I will try by going back and forth. If I miss one, forgive me. You understand that this will be what I believe are close pronunciations. There are nuances in languages that cannot be explained in any way I know how to do here.
Lapua - LAP-wa
Sako - SAHH-ko (I am trying to show the sound is like Ahhh! when you express relief.)
Tokarev - even forgetting individual letters, this is usually mispronounced badly in English, as most Americans stress the first syllable of it - TOK-a-rev.
The middle syllable should be stressed and I will give the rest my best try - to-KAR-yeff. Yuri - help us out here. My Russian pronunciation stinks!
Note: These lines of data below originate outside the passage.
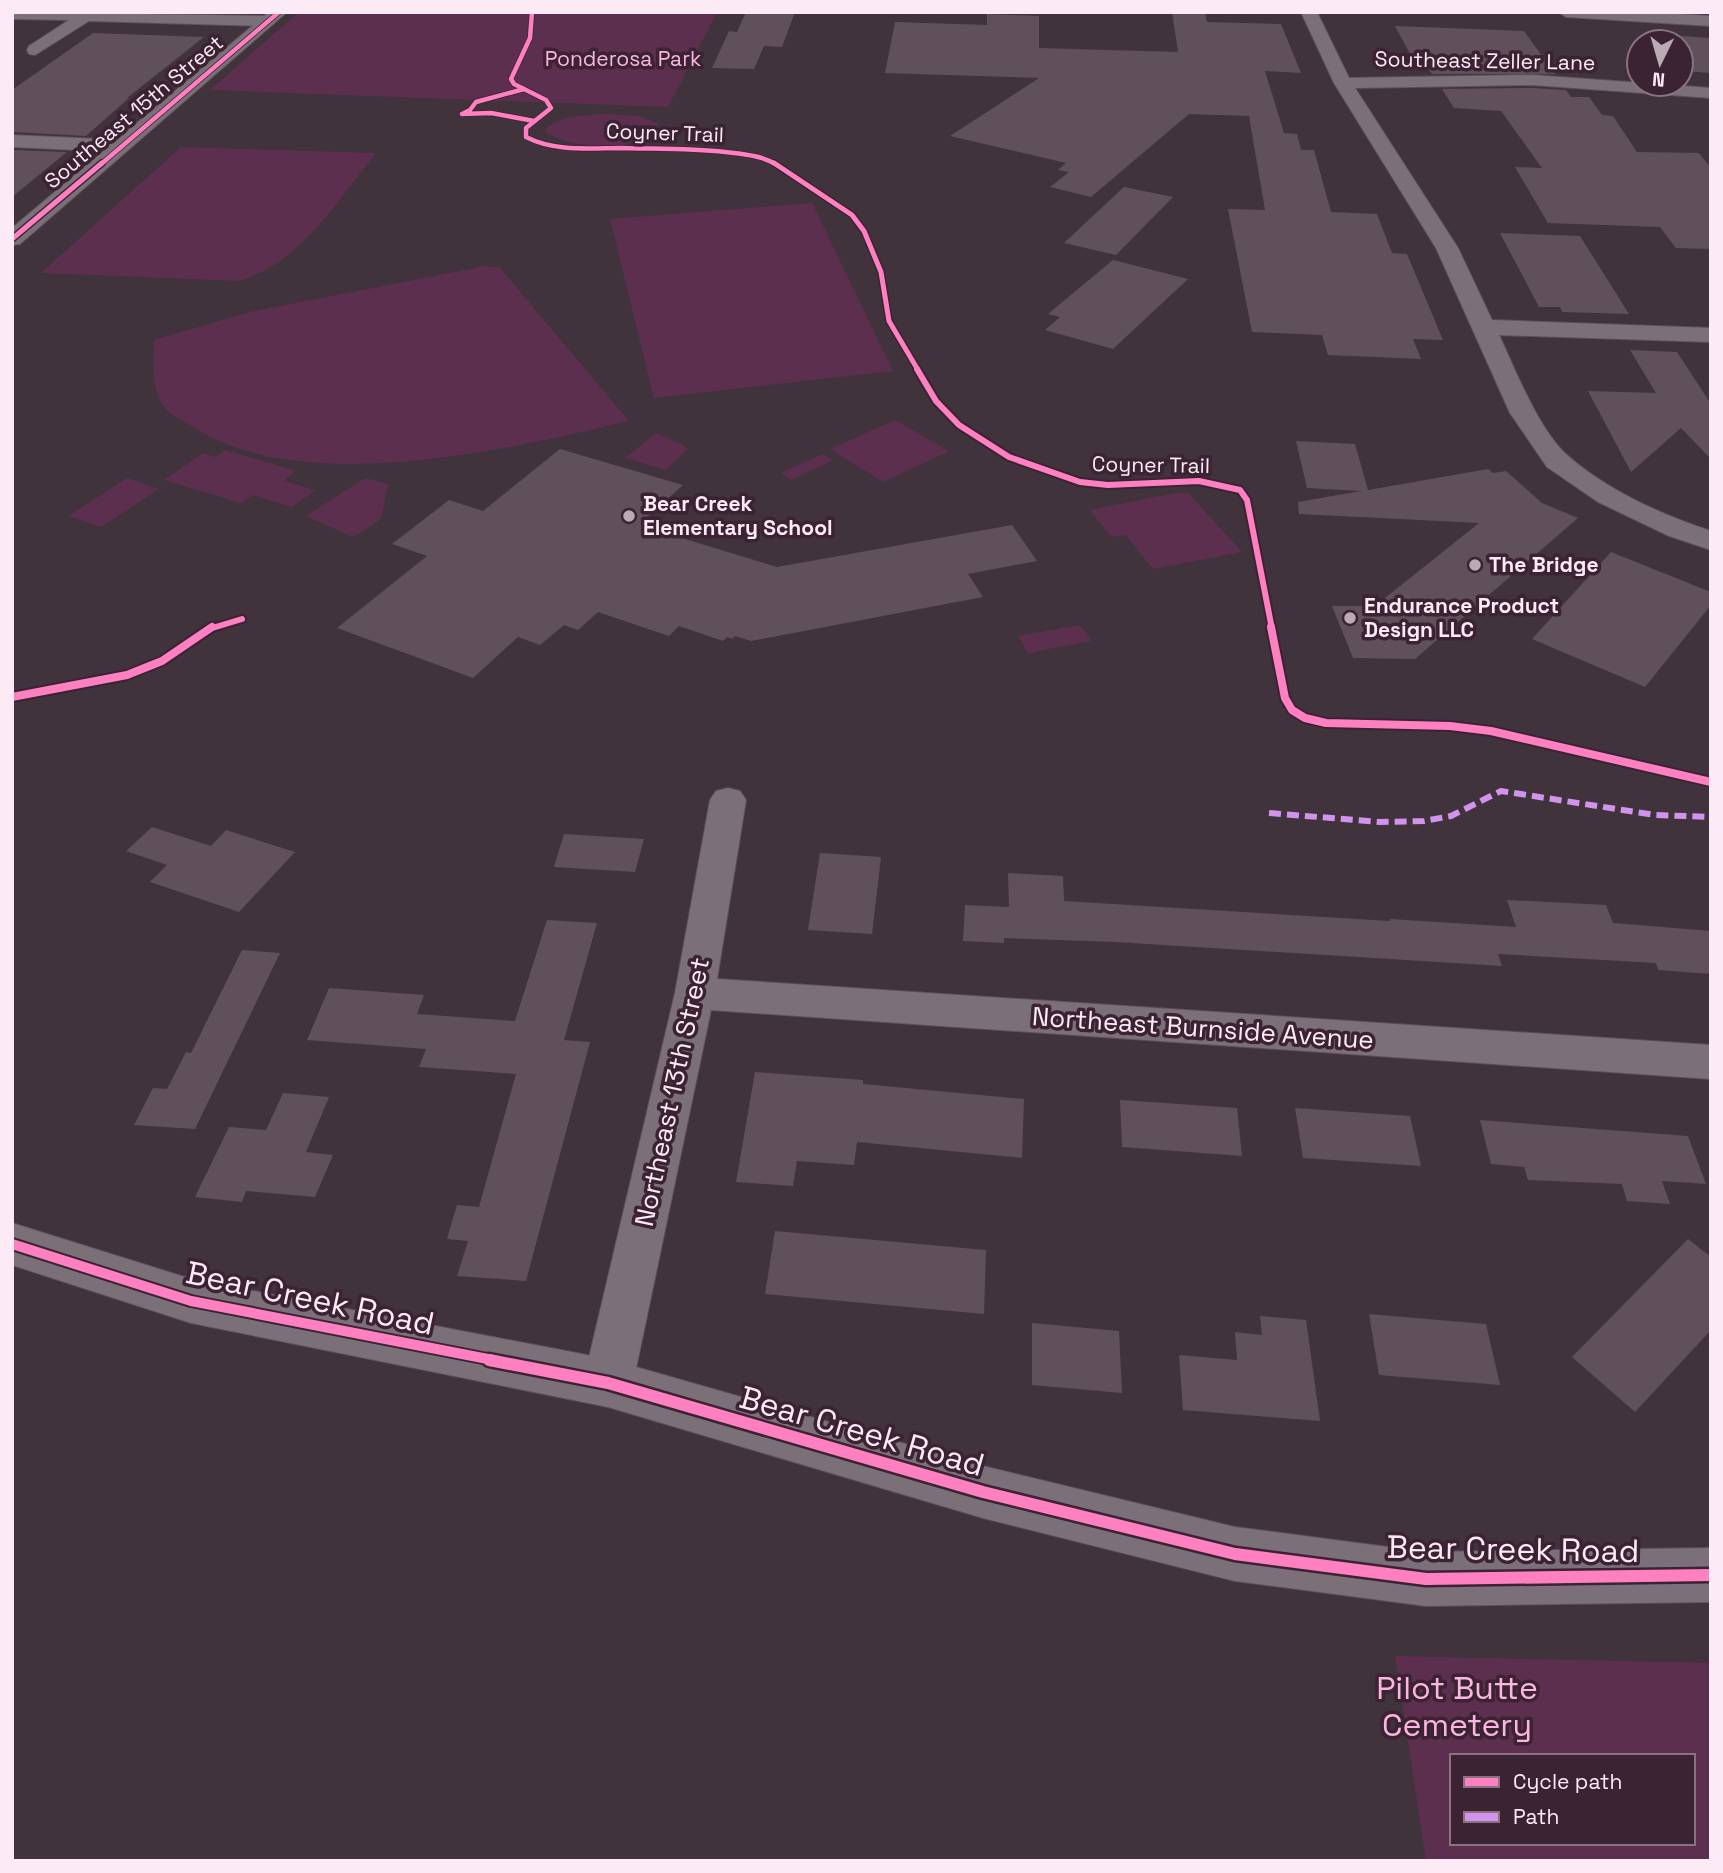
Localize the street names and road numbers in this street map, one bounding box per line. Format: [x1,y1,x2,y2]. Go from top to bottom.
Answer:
street label: Southeast 15th Street [39,29,229,194]
street label: Southeast Zeller Lane [1374,45,1596,76]
street label: Coyner Trail [606,117,724,148]
street label: Coyner Trail [1092,450,1210,479]
street label: Northeast 13th Street [627,954,717,1230]
street label: Northeast Burnside Avenue [1031,999,1375,1057]
street label: Bear Creek Road [182,1252,438,1344]
street label: Bear Creek Road [735,1377,989,1485]
street label: Bear Creek Road [1386,1527,1640,1571]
Makarov - not on your list but similar. Not MAK-a-rove, but in English Ma-KAR-off is correct, and similar to the Russian pronunciation.
Arisaka - this is a transliteration from Japanese, and is pronounced pretty much, in English, as it is spelled. Are-e-sahkah. Japanese is monotone, without much stress on any syllable, I believe. I have heard this word spoken in Japanese, and it didn’t sound much like all english speakers familiar with the word seem to say it, including me, which is as I wrote it. It sounded more like Ar-is-ka to my untrained ear. A lot of Americans pronounce it with a softer “A” like “air-e-saka,” but that, to me, is even wrong in English. Mind you, where I have used an “e” I mean it to be pronounced as the letter of the alphabet.
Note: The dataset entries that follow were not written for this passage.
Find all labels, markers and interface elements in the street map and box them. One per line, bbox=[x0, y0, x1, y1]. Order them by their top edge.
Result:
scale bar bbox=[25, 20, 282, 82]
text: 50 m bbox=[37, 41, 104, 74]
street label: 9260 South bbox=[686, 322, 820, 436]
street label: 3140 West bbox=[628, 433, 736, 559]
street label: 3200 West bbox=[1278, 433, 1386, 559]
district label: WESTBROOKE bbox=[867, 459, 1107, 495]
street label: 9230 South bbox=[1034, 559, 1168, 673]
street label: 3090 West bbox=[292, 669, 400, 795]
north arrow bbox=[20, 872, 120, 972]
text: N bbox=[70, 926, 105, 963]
Oerlikon - in English, OR-la-kon is the way most pronounce it. In German, it would have a somewhat different sound, as the O is with umlaut, I believe. If I am right, it would be closer to Er-lie-kon but I’m afraid I don’t get any cigar for that one. (I am using “lie” there in english, like to tell a lie - an untruth - not in the German pronunciation of “ie”).
Hispano-Suiza - in English, His-SPA-no SWEE-sa. In other languages, different. “H” is silent in Spanish, for example, and in that language it would sound more like E-spahno Sweesa (with “i” pronounced as we pronounce the letter “E” in the alphabet.
Manurhin - I don’t know the rules of French pronunciation. Most English speakers pronounce it MAN-your-in, with some saying Ma-NUR-in.
Mosin-Nagant - MOE-sin NAH-gant
I have tried to spell these like an American with a little knowledge of at least how the words should be stressed. I do not pretend those sounds approach how they are said by speakers native to the language they come from. Also, speakers of other languages foreign to us and to the words, will say them differently than we would as well as differently than a native speaker would.
I have used capital letters to show which syllable is stressed.
Now, don’t everyone jump on me at once. It is always “dangerous” to try to pronounce foreign words if you don’t speak the language, and I don’t speak any of those languages.